But then the x are sampled and known, but parameters w, b are unknown, on this condition the same formula becomes the “likelihood function”. So we don’t derive likelihood, we just rename the density as likelihood(However the situation is different).
This is my answers for Q3.
- Assume that y=Xw+b+ϵ,p(ϵ)=1/2e^(−|ϵ|)=1/2e^(−|y−y^|) . So , P(y|x)=1/2e^(−|y−y^|) .
Negative log-likelihood: LL(y|x)=−log(P(y|x))=−log(∏p(y(i)|x(i)))=∑log2+|y(i)−y^(i)|=∑log2+|y(i)−X(i)w−b| - ∇{w} LL(y|x)=X.T*(Xw−y/|Xw−y|)=0 . From the equation, we get that: (1) : w=(X.T X)^−1 X.T y and (2) w≠X^−1 y
About Q3.3, I am confused about loss function.
First, please confirm my opinion that determining loss function might affect to the prior assumption of Linear regression model, specially noise distribution and vice versa.

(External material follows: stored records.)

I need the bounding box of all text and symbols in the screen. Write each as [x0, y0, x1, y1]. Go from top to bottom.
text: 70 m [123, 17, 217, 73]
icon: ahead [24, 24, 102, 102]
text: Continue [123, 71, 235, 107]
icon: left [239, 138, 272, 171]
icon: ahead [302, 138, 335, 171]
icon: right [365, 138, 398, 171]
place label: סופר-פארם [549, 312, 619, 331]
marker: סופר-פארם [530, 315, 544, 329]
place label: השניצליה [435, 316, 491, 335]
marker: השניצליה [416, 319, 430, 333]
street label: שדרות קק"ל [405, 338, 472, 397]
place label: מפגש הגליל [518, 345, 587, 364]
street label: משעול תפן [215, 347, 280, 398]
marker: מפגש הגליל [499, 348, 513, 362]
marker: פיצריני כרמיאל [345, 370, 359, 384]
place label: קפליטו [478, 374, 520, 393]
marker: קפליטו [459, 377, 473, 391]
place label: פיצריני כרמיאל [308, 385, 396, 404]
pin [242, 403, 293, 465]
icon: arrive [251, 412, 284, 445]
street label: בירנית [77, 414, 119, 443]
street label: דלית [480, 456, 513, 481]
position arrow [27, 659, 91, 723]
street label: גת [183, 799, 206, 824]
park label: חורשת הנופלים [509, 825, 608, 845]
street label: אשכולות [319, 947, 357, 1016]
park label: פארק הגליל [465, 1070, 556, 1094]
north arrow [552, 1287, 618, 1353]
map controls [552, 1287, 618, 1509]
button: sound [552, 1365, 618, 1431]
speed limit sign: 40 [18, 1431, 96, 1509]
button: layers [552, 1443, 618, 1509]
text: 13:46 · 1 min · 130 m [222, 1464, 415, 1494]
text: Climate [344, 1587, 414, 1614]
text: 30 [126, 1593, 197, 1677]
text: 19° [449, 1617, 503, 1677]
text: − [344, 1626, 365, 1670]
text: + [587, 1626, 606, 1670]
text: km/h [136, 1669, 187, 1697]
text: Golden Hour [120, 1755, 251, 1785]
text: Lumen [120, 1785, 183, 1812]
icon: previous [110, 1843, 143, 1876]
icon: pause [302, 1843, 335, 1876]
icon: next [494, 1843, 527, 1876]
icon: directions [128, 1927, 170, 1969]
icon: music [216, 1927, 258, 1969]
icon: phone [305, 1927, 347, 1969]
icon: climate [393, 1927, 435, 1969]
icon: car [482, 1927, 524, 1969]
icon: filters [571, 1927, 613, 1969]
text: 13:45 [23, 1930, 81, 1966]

In the book, there is a sentence “It follows that minimizing the mean squared error(MSE) is equivalent to maximum likelihood estimation of a linear model under the assumption of additive Gaussian noise.” So what if linear model do not follow Gaussian noise but other noises, can we use MSE (y-y_hat)^2 for loss function again? Or use principle of maximum likelihood( which lead to another loss function ,i.e |y-y_hat|).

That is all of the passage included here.